*** Opening of DATA RECORDS ***

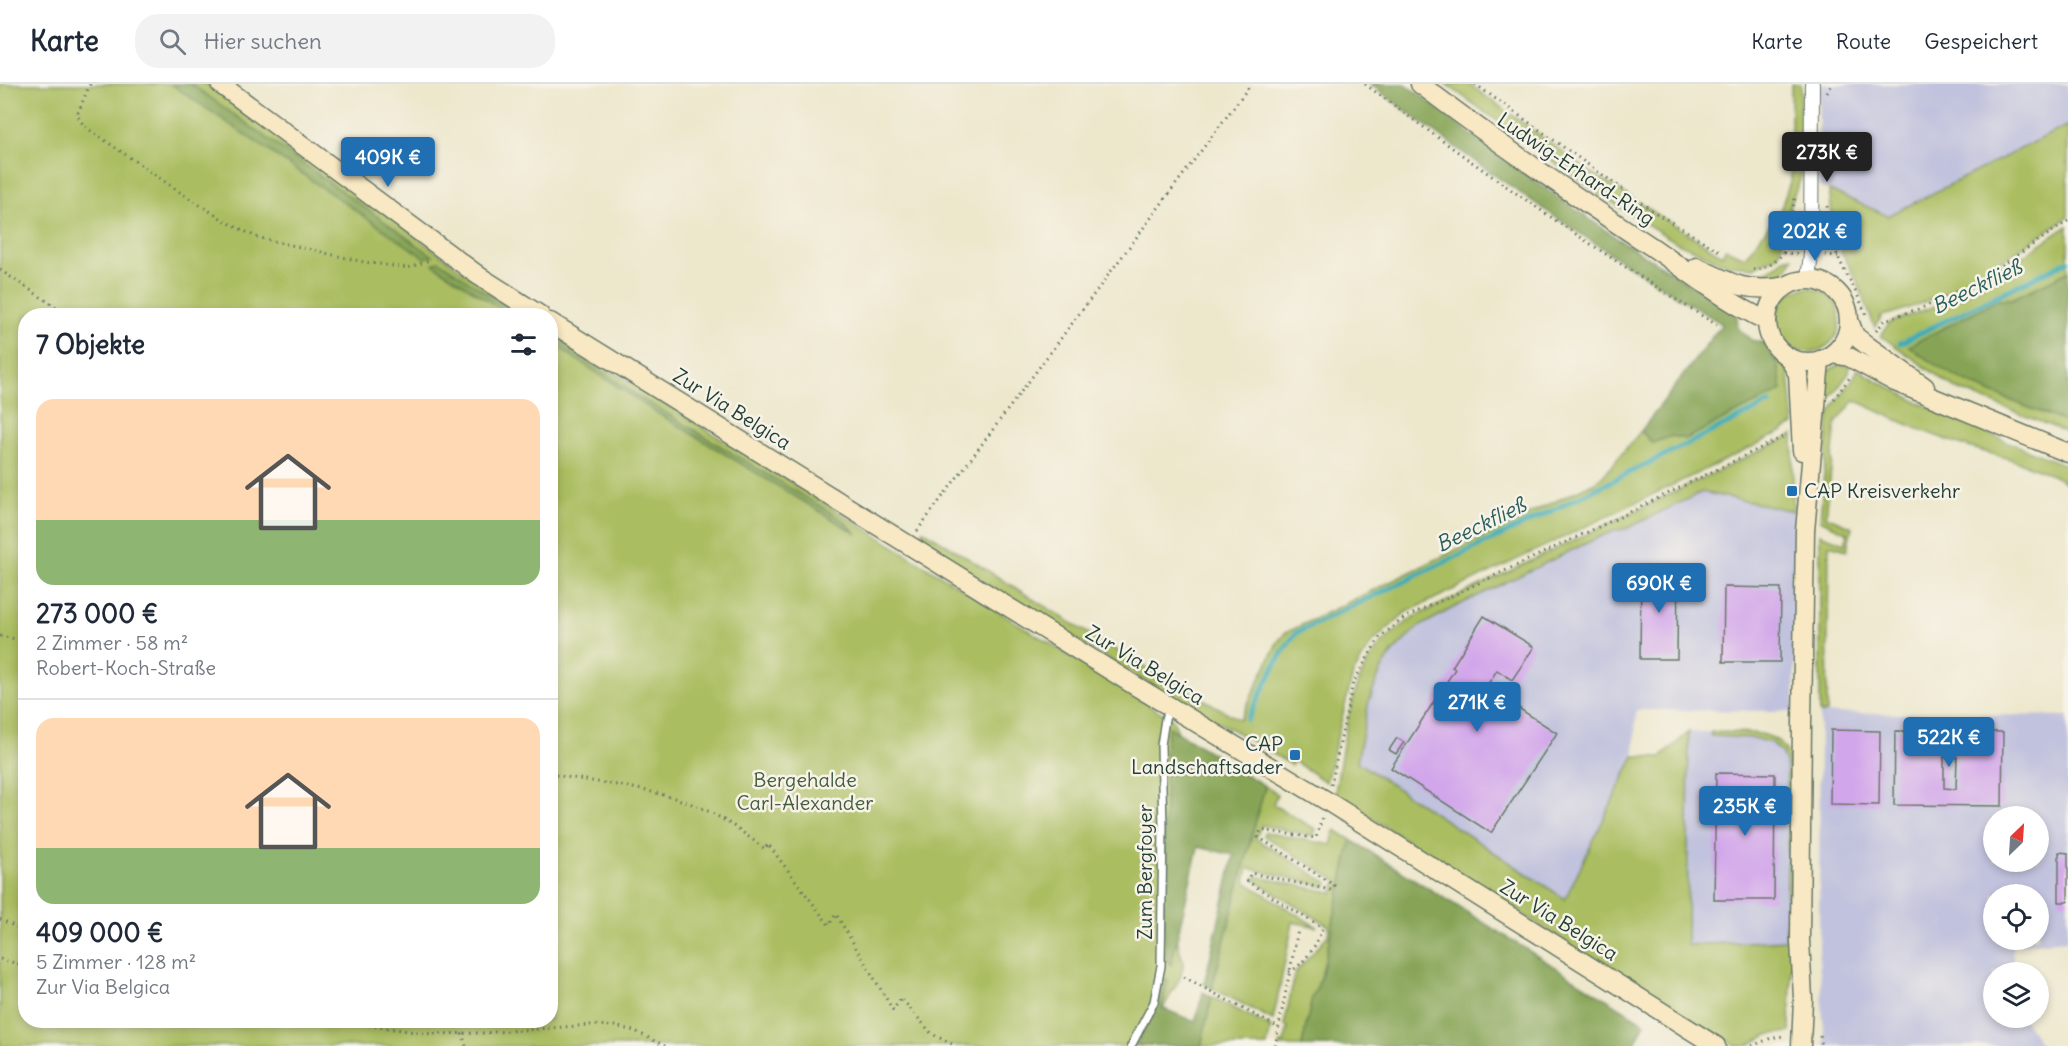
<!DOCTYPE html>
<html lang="de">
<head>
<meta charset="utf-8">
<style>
	body { margin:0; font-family:Delius,sans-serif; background:#f2f2f3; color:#1f2937; height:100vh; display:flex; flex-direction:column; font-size:22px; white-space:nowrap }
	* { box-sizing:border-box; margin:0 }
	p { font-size:20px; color:#747a83 }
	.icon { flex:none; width:33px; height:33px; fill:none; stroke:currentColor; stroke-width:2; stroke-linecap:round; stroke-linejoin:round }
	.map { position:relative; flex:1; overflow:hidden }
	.side { position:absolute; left:18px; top:224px; width:540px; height:720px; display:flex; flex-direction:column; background:#fff; border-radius:24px; box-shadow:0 3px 9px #0003 }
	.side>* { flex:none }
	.needle { width:39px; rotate:25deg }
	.fabs { position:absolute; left:1983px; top:722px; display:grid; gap:12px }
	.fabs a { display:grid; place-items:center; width:66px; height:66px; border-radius:50%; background:#fff; box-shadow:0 3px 9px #0003; font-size:30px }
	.price { position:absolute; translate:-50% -51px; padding:0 14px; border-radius:6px; background:#1f6fb2; color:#fff; font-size:20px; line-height:39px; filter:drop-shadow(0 2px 3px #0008) }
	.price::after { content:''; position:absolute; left:50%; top:36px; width:18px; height:14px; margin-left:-9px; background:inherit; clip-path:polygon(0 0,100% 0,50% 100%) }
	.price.active { background:#222; color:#fff }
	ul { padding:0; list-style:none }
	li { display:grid; align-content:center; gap:12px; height:318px; padding:0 18px }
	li+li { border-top:2px solid #e0e1e3 }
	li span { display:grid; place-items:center; height:186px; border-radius:18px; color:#555 }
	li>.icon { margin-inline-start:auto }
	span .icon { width:108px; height:108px; fill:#fffc; stroke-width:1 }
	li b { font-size:26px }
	h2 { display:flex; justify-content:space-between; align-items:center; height:72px; padding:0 18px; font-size:26px }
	header { display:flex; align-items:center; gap:36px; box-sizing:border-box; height:84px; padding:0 30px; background:#fff; border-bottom:2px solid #e0e1e3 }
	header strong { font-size:28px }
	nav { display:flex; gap:33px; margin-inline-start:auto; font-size:21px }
	.search { width:420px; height:54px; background:#f2f2f3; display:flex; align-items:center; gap:15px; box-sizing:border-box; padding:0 21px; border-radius:24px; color:#747a83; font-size:22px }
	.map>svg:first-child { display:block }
	.industrial { fill:#c1c2dd; fill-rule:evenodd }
	.green { fill:#aabd61; stroke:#647d4a; stroke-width:1.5 }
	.forest { fill:#87a457; stroke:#537046; stroke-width:1.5 }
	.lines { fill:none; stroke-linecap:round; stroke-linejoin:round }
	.stream { stroke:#3cacb7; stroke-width:5 }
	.building { fill:#d2a6ea; fill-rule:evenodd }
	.lane-casing { stroke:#677869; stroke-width:10 }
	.street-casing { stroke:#677869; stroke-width:16 }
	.secondary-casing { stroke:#677869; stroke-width:21 }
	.path { stroke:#677869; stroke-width:3; stroke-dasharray:1.5 4.5; stroke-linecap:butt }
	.lane { stroke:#fff; stroke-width:7 }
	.street { stroke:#fff; stroke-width:14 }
	.secondary { stroke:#f8e8c3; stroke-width:18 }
	.poi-dot { fill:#1f6fb2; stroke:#f7f3e8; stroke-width:2 }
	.labels { text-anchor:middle; stroke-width:5; stroke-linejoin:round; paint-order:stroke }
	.street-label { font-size:20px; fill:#1f3d34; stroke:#f7f3e8 }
	.poi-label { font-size:20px; fill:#1f3d34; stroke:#f7f3e8; text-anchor:start }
	.park-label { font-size:20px; fill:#425d3f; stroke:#f7f3e8 }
	.water-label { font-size:21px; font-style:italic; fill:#285e5b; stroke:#f7f3e8 }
</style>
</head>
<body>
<header>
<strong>Karte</strong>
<div class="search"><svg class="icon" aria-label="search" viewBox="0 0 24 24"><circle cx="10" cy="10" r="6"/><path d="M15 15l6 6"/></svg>Hier suchen</div>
<nav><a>Karte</a><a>Route</a><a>Gespeichert</a></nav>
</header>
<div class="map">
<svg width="2068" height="962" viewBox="0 0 2068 962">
	<rect width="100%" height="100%" fill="#f7f3e8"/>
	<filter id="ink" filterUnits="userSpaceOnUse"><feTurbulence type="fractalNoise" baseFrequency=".0167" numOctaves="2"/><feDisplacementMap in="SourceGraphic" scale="12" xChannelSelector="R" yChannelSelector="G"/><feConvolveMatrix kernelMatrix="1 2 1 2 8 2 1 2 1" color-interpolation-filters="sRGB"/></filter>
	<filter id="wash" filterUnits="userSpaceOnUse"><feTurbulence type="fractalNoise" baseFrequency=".008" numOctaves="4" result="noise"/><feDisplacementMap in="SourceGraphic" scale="24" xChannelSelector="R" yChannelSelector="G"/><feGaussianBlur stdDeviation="1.35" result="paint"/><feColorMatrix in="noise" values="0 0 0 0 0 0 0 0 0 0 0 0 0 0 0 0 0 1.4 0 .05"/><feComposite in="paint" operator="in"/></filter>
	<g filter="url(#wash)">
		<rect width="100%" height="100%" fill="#ede7cc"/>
		<g class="industrial">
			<path d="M1819 0H2068V41L1888 132 1818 102Z"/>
			<path d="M1702 408 1798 428 1794 627 1636 626 1634 672 1565 815 1357 679 1369 617 1381 586 1393 568 1417 544 1451 525 1597 454 1616 446 1626 445Z"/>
			<path d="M1820 629 2068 632V856L2012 861 2014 888H1994V933H2022L2042 962H1825L1819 875ZM1994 732H2038V777H1994ZM1994 810H2038V855H1994Z"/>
			<path d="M1689 648H1711V652L1754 654 1773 659 1781 668 1787 683 1788 748 1786 857 1687 861Z"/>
		</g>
		<g class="green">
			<path d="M0 0H210L522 231H26V936H550L551 249 1173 636 1178 648 1172 660 1171 822 1180 868 1184 878 1180 894 1142 962H0Z"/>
			<path d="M1446 0H1469L1593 90 1722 171 1726 165 1745 173 1780 127 1791 95V0H1801V94L1790 120 1781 166 1776 173 1755 183 1728 181 1676 158 1598 110Z"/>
			<path d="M2068 41V133C2010 171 1951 215 1882 232L1875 244 1857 197 1839 163 1834 147 1829 106 1888 132Z"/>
			<path d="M2068 142V188L2012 215H1999L1909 262C1951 297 2017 318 2068 339V349L1955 304 1881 252 1889 239 1948 217 1979 201Z"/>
			<path d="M1793 173 1788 184 1778 194 1756 199 1728 188C1748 190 1769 193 1783 175Z"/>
			<circle cx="1808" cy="236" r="32"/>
			<path d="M1775 274 1785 282 1789 290 1794 341 1750 364 1405 529 1371 560 1353 590 1326 698 1294 677 1291 681 1235 647 1175 616 920 459V451L923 446 1097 555 1240 636 1277 559 1285 549 1595 398 1604 391 1641 347 1652 359 1672 352 1685 355 1782 306Z"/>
			<path d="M1840 281 1850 282 1849 289 1824 323 1825 290 1832 284Z"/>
			<path d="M1858 285C1924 326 1996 353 2068 382V400C2032 377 1988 371 1948 356 1916 345 1885 331 1855 316L1836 339 1826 432 1852 443 1847 466 1829 461 1827 629H1820V450L1845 459 1848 449 1820 436 1829 331C1836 314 1851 302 1858 285Z"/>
			<path d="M1793 351V427L1702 408 1626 445 1616 446 1597 454 1451 525 1417 544 1393 568 1381 586 1369 617 1357 678 1565 815 1634 672 1661 673 1689 648 1687 861 1786 856 1788 748 1787 683 1781 668 1772 659 1754 654 1711 652V648C1756 650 1790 640 1794 698L1790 948 1770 950 1747 962H1737L1681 931 1399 752 1335 709C1342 668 1348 612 1369 576 1380 558 1396 546 1412 534Z"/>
			<path d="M1265 702 1277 710 1273 721 1316 745 1313 752 1261 741 1256 755 1328 799 1326 803 1248 784 1245 798 1317 843 1293 838 1273 936 1212 904Z"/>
			<path d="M1335 746 1351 756 1321 894 1312 914 1302 962H1279L1280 959H1284L1288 943 1284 941 1295 889 1328 851 1329 842 1254 796 1255 792 1333 809 1337 797 1264 752 1265 748 1331 761Z"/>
			<path d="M1212 913 1271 943 1267 962H1201Z"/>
		</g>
		<g class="forest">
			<path d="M171 0H191L433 172 425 174Z"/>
			<path d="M1370 0H1406L1501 74 1620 156 1737 230 1738 244 1751 256 1764 259 1778 282 1782 306 1685 355 1672 352 1652 359 1641 347 1722 240C1600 166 1483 86 1370 0Z"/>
			<path d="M439 177 519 231H510L433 180Z"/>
			<path d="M2068 188V339C2016 318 1953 298 1909 262L1999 215H2012Z"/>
			<path d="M551 252 641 314 843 436 857 450 654 327 551 258Z"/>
			<path d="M1169 643 1265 702 1212 904 1204 900 1234 771 1198 763 1171 881 1166 876 1163 812 1166 657Z"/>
			<path d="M1351 756 1645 939 1634 962H1302L1312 914 1321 894Z"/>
			<path d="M1162 894 1168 895 1162 924 1195 938 1203 908 1212 913 1201 962 1136 961 1156 922Z"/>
		</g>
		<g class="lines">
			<g class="stream">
				<path d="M1900 259 2068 177"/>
				<path d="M1247 636 1281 570 1296 549 1529 438 1770 319"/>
			</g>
		</g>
		<g id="blocks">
			<g class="building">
				<path d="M1641 486H1678L1677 575H1640Z"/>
				<path d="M1724 503 1781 504 1780 578H1723Z"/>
				<path d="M1484 532 1534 563 1512 596 1497 586 1486 603 1557 649 1491 749 1391 684 1455 585 1452 583Z"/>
				<path d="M1831 646 1880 647 1879 721 1830 720Z"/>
				<path d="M1895 647 2003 648 2002 722 1894 721ZM1944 673H1957L1956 705 1944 704Z"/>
				<path d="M1397 654 1404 658 1396 670 1389 666Z"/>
				<path d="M1716 689 1775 690 1774 816H1714Z"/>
				<path d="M2059 768 2068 769V818H2059Z"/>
			</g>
		</g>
	</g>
	<g filter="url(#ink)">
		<use href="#blocks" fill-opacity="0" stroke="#677869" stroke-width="1.5"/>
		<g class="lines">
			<g class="lane-casing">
				<path id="lane" d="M1131 962 1154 918 1161 882 1163 743 1161 661 1165 635 1171 623"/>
			</g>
			<g class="street-casing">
				<path id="street" d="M1808 195 1811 170 1812 0"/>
			</g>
			<g class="secondary-casing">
				<g id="secondary">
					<path d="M220 0 479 192 540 231"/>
					<path d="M1420 0C1496 58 1573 111 1652 163 1689 188 1726 218 1767 237"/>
					<path d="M1697 183C1730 199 1749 210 1786 202"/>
					<circle cx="1808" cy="237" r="41"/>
					<path d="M550 238 1134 601 1327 717 1716 962"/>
					<path d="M1850 239 1855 252 1868 262 1925 303"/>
					<path d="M1833 270 1849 273 1895 298 2068 369"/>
					<path d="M1788 273 1798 290 1802 367"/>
					<path d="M1801 962 1803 915 1800 856 1802 639 1805 447 1820 276"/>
				</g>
			</g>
			<g class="path">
				<path d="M90 0 77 31 84 42 184 111 227 138 256 153 364 178 408 184 430 176"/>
				<path d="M1365 0C1479 85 1595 166 1717 241"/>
				<path d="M1475 0 1656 129 1721 168"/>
				<path d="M1827 9 1832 0"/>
				<path d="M1827 122C1830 138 1832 154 1837 170 1845 190 1858 209 1866 231"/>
				<path d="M1783 169 1795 114"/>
				<path d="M1825 171 1838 172"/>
				<path d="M0 186 68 231"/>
				<path d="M1753 186C1767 184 1774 180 1783 169L1797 170"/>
				<path d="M1876 247 1885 236 1927 222 1980 196 2068 137"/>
				<path d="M1834 315 1851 292"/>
				<path d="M917 447 1251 0"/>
				<path d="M0 552 26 557"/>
				<path d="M550 690C597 699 656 704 699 723 723 733 745 750 765 765L768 760 829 841 836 830 893 926 901 914 932 950 956 962"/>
				<path d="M1331 701 1353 599 1379 554 1404 534 1624 431 1785 352"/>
				<path d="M0 835 26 848"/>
				<path d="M0 875 26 882"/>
				<path d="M1289 888C1304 881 1318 860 1322 844L1247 797 1251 789 1331 806 1334 801 1258 753 1261 746 1316 754 1322 734"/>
				<path d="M1184 893 1279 944"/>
				<path d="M327 936 431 950 482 949 591 941 614 942 635 947 665 962"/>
				<path d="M462 949 466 962"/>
				<path d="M1820 952 1822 962"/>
				<path d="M1275 962 1298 846"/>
				<path d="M1752 962 1771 954 1784 952"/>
			</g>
			<use href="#lane" class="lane"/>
			<use href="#street" class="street"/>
			<use href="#secondary" class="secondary"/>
		</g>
	</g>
	<g class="poi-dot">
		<rect x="1786" y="401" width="12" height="12" rx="3"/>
		<rect x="1289" y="665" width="12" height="12" rx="3"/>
	</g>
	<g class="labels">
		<g class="street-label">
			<text transform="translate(1576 85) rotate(34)" y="7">Ludwig-Erhard-Ring</text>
			<text transform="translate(732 325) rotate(32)" y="7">Zur Via Belgica</text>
			<text transform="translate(1145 581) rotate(31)" y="7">Zur Via Belgica</text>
			<text transform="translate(1145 788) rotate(-90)" y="7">Zum Bergfoyer</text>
			<text transform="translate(1559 836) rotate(32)" y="7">Zur Via Belgica</text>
		</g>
		<g class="poi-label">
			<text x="1804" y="414">CAP Kreisverkehr</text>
			<text x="1283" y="667" text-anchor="end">CAP<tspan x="1283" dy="23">Landschaftsader</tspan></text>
		</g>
		<g class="park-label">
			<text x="805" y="703">Bergehalde<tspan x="805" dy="23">Carl-Alexander</tspan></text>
		</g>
		<g class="water-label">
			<text transform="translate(1977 203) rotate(-26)" y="7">Beeckfließ</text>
			<text transform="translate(1481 441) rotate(-26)" y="7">Beeckfließ</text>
		</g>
	</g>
</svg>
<div class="fabs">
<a><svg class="needle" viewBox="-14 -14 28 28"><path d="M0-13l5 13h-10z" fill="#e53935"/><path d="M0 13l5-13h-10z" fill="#747a83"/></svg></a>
<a><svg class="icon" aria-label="locate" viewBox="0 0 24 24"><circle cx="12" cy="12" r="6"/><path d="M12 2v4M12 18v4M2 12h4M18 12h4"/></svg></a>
<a><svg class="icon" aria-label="layers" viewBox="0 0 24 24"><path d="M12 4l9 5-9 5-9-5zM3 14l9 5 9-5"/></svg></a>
</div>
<b class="price active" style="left:1827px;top:99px">273K €</b>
<b class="price" style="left:388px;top:104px">409K €</b>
<b class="price" style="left:1815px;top:178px">202K €</b>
<b class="price" style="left:1659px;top:530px">690K €</b>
<b class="price" style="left:1477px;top:649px">271K €</b>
<b class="price" style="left:1949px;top:684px">522K €</b>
<b class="price" style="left:1745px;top:753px">235K €</b>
<section class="side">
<h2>7 Objekte<svg class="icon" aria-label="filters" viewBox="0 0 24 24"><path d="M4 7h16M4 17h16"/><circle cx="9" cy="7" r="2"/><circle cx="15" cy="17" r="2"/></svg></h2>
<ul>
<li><span style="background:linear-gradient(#ffd9b3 65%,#8fb573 0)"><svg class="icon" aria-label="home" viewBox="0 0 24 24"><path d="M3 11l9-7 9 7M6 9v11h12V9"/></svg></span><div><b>273 000 €</b><p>2 Zimmer · 58 m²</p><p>Robert-Koch-Straße</p></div></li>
<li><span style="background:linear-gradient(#ffd9b3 70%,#8fb573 0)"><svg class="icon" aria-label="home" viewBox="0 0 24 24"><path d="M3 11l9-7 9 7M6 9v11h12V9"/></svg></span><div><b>409 000 €</b><p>5 Zimmer · 128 m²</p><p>Zur Via Belgica</p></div></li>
</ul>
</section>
</div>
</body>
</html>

*** Close of DATA RECORDS ***

**TASK DETAILS:** Write out the lines of the entries above exactly, beginning with the first and ending with the line that contains "position:absolute; left:1983px; top:722px;". No picture goes in.

**YOUR SOLUTION:**
<!DOCTYPE html>
<html lang="de">
<head>
<meta charset="utf-8">
<style>
	body { margin:0; font-family:Delius,sans-serif; background:#f2f2f3; color:#1f2937; height:100vh; display:flex; flex-direction:column; font-size:22px; white-space:nowrap }
	* { box-sizing:border-box; margin:0 }
	p { font-size:20px; color:#747a83 }
	.icon { flex:none; width:33px; height:33px; fill:none; stroke:currentColor; stroke-width:2; stroke-linecap:round; stroke-linejoin:round }
	.map { position:relative; flex:1; overflow:hidden }
	.side { position:absolute; left:18px; top:224px; width:540px; height:720px; display:flex; flex-direction:column; background:#fff; border-radius:24px; box-shadow:0 3px 9px #0003 }
	.side>* { flex:none }
	.needle { width:39px; rotate:25deg }
	.fabs { position:absolute; left:1983px; top:722px; display:grid; gap:12px }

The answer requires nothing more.